Required action: Work out how many lines in the entries below include the word "label", and give only that figure.

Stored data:
____

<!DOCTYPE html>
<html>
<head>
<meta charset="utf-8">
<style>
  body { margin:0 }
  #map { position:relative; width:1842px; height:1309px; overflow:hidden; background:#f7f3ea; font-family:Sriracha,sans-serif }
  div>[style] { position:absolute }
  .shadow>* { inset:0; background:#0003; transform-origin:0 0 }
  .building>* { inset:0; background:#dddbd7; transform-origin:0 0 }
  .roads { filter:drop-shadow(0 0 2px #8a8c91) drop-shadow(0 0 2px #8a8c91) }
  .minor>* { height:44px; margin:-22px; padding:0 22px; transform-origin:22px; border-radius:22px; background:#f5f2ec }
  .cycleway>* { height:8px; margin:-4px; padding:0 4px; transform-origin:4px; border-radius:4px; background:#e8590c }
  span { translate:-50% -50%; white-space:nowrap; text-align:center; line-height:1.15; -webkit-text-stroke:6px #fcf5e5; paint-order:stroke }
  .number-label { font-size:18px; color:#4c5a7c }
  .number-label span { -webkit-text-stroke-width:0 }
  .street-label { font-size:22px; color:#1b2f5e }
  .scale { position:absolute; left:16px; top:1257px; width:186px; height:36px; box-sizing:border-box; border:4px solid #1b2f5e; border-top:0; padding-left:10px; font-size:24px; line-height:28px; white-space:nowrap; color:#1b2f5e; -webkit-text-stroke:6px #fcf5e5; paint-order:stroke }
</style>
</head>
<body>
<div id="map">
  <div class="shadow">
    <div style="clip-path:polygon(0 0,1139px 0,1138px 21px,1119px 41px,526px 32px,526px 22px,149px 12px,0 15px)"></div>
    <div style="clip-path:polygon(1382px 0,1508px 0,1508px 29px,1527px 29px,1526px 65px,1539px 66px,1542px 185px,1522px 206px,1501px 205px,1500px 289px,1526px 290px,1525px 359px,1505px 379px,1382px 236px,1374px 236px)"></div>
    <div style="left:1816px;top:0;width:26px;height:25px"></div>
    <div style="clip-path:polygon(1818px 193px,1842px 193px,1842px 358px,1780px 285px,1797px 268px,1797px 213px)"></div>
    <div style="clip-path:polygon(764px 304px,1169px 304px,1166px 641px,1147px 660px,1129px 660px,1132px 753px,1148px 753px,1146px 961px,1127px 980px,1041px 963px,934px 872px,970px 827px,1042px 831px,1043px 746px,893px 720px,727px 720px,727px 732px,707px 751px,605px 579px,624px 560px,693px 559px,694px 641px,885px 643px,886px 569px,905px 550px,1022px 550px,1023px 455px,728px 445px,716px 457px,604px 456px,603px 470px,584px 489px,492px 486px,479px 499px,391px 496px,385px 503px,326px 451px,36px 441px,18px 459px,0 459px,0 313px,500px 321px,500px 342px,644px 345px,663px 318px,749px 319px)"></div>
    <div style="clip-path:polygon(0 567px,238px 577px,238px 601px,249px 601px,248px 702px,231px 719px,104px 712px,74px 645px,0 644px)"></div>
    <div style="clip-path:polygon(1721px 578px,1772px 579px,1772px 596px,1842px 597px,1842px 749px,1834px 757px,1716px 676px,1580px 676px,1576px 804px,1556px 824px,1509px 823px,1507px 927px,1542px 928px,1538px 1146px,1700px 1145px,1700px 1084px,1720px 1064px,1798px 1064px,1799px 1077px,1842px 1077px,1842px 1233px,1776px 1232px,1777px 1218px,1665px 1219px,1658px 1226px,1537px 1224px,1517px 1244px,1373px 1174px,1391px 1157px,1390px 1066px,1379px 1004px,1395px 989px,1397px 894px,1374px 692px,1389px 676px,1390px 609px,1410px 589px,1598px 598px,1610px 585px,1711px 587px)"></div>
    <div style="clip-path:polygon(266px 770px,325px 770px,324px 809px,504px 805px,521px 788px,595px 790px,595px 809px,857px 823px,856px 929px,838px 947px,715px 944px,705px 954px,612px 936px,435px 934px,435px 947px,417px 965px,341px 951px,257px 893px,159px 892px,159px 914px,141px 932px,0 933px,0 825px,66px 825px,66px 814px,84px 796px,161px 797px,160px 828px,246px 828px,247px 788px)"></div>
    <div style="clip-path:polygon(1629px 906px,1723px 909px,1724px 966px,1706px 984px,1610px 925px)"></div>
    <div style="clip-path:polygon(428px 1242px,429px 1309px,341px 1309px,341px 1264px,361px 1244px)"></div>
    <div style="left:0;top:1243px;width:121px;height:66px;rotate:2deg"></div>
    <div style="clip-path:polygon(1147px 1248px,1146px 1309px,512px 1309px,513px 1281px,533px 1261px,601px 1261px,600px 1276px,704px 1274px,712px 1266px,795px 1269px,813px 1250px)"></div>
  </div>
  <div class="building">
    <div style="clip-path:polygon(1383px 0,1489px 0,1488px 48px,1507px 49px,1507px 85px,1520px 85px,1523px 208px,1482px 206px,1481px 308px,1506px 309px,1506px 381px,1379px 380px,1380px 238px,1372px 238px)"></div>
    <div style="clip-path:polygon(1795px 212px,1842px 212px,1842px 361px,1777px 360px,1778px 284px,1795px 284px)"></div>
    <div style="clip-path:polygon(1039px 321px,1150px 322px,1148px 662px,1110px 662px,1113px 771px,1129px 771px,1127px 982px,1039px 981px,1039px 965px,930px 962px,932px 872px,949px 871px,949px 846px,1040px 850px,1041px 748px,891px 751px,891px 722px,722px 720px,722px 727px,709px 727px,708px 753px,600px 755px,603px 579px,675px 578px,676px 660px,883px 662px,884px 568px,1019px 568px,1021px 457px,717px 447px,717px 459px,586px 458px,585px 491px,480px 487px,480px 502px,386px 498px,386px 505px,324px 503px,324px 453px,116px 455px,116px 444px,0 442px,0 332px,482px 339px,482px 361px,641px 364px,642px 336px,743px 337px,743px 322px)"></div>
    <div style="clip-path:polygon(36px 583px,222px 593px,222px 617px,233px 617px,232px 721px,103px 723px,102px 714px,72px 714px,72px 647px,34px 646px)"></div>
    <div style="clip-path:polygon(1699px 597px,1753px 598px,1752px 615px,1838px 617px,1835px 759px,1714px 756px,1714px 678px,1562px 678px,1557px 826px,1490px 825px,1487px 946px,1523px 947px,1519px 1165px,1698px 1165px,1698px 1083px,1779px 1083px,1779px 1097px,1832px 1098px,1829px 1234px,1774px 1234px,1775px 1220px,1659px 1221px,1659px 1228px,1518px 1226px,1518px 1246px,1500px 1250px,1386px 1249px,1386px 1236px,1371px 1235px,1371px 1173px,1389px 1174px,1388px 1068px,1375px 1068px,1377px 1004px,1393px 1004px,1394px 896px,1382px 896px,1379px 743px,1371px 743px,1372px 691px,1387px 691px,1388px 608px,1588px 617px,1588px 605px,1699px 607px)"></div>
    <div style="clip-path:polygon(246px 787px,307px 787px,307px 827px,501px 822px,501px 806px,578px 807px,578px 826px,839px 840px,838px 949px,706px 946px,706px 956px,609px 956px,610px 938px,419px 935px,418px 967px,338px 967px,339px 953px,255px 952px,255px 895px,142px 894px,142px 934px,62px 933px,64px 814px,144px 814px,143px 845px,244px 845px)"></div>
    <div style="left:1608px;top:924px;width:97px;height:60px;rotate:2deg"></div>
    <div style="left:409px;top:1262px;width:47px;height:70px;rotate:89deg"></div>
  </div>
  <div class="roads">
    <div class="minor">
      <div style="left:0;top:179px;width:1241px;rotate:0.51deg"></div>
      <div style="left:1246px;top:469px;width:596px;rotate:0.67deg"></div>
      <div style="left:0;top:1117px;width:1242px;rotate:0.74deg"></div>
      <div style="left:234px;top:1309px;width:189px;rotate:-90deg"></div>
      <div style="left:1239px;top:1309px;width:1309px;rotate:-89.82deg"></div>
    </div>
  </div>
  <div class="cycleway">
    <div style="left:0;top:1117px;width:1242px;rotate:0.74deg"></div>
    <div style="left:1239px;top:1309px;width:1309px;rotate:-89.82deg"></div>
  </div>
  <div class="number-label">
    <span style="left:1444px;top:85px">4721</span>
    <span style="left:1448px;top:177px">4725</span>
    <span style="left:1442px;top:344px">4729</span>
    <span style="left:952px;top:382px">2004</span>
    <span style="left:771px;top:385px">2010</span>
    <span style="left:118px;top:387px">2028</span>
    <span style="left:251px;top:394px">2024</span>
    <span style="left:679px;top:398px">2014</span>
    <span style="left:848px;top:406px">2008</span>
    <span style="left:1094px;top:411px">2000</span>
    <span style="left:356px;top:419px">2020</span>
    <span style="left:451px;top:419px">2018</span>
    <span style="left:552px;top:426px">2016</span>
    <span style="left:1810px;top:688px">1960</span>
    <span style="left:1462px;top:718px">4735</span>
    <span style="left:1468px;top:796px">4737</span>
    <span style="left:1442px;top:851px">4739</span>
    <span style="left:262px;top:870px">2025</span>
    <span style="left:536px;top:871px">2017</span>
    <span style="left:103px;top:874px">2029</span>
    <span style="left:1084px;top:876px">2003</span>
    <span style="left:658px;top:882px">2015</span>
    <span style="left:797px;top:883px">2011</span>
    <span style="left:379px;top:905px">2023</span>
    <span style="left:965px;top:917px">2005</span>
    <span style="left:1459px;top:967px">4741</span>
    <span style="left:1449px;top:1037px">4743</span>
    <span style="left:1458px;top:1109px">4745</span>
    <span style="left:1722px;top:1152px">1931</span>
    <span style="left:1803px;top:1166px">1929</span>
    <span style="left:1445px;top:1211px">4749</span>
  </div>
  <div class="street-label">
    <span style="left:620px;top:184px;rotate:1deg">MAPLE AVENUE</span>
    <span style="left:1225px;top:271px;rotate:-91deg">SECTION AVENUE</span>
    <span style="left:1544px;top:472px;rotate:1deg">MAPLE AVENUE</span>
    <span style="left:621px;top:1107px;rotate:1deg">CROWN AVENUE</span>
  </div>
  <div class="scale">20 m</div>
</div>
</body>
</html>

____

Finished task: 5